Caffeine occurs naturally in various foods, such as coffee, tea, and cocoa, and it has been used safely as a mild stimulant for a long time. However, excessive caffeine consumption (1~1.5 g/day) can cause caffeine poisoning (caffeinism), which includes symptoms such as anxiety, agitation, insomnia, and gastrointestinal disorders. Recently, there has been increasing interest in the effect of caffeine consumption as a protective factor or risk factor for neurological and psychiatric disorders. Currently, the importance of personalized medicine is being emphasized, and research on sex/gender differences needs to be conducted.
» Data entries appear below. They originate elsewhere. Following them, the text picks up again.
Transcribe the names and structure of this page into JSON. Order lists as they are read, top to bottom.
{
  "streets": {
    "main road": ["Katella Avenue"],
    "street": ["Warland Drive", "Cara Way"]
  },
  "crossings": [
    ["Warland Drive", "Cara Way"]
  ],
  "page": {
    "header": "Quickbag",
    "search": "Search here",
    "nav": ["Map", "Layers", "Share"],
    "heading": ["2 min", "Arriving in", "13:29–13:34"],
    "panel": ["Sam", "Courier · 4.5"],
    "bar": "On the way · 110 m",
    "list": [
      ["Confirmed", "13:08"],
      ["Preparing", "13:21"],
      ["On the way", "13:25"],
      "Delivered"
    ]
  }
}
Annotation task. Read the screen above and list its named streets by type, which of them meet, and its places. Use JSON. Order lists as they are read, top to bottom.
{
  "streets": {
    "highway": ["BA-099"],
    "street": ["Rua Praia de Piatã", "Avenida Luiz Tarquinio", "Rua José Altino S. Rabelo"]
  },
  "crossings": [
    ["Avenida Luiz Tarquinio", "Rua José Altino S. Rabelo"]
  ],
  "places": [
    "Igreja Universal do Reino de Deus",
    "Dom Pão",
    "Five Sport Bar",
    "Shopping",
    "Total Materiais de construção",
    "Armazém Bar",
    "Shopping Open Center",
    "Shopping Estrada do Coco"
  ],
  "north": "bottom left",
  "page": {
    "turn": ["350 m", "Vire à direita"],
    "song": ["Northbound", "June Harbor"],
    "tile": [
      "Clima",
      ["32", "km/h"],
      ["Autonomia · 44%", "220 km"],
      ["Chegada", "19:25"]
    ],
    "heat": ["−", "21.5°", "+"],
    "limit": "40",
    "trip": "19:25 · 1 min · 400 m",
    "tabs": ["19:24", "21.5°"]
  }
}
Our review focuses on the effect of caffeine consumption on several neurological and psychiatric disorders with respect to sex differences to provide a better understanding of caffeine use as a risk or protective factor for those disorders. The findings may help establish new strategies for developing sex-specific caffeine therapies.

Highlights

  • Caffeine (1,3,7-trimethylxanthine), a type of methylxanthine series alkaloid [1], is commonly found in coffee, tea, and soft drinks, and exists in cocoa, chocolate, and a number of dietary supplements [2]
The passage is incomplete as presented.